# F.Brown's Ess of Jamaican Ginger



## dollarbill (Jun 25, 2009)

Hey all 
 I hear tell this is an odd one in a clear glass open pontil verstion . It had purpled a bit allready . Thanks for looken and any info . Iam guessing late 1840s 50s  
    bill


----------



## dollarbill (Jun 25, 2009)

The bottom


----------



## cyberdigger (Jun 25, 2009)

That embossing is remarkably crude! Looks like an _early_ one to me!


----------



## GuntherHess (Jun 25, 2009)

interesting, its manganese bleached glass and not flint.
 I would guess its a fairly late one for a pontil marked bottle.


----------



## dollarbill (Jun 25, 2009)

How  late would you say   Gunther maybe  as in 1850s early 60s .I thought it dated about the same as most of the pulls around it give or take a few years .Do you happen to know  about when they started the use of  clear glass .As always thanks for the comments and info and input from all you great people. 
   bill


----------



## GuntherHess (Jun 25, 2009)

Clear glass has probably been used for thousands of years. The important detail is how they made it.
 In the early 19th century it was typically leaded or flint clear glass. 
 The early glass experts can probably tell you more than I can.
 According to sources such as McKearin they started using Manganese bleached clear glass arounf the 1820s.  From what I have seen it really didnt start to have wide use until after the civil war.
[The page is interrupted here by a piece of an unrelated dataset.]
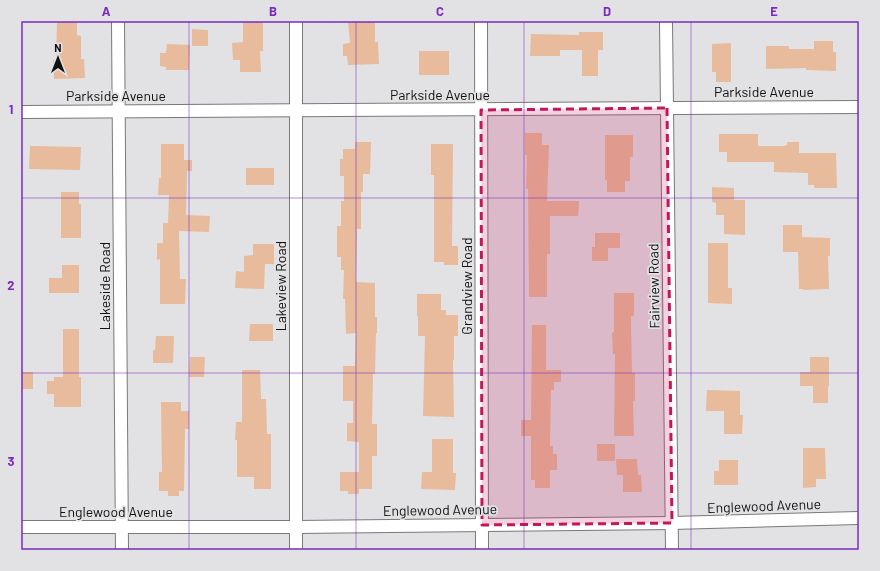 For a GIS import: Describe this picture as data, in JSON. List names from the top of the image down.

I cant definately date your bottle by the manganese glass , I can only say statistically later bottles were more likely to have used this process.
 Some research of the product might help narrow it down more.
 My guess at this point would be late 1850s but I could be wrong.


----------



## appliedlips (Jun 25, 2009)

Gunth, 


        I'd say it's probably mid 50's at the latest,as everything in the hole was pontilled,even the broken stuff. I would say with certainty the privy was filled before 1860.I have seen a few that have dug a few unembossed pontils that have been turning. I know that it seems like alot of aqua glass blown in Zanesville Ohio,contains manganese. I don't think they were adding it to the batch. Not that this one was made there, but sometimes I think it occurs naturally.


----------



## GuntherHess (Jun 25, 2009)

If you know what came out of the hole you have a lot better info on it than I do.
 With a long lived product like that its tough to date just by researching the manf unless they put addresses or such on the bottle.


----------



## Sodasandbeers (Jun 25, 2009)

We have seen this bottlebefore in Philadelphia. but very rarely!  I have dug other pontiled bottles in Philly with this pinkish hue.  There was a short lived glass factory that make "Flint Glass" in West Philadelphia in 1851, perhaps this bottle was blown there.

 Great find, a very rare color in a very common bottle.


----------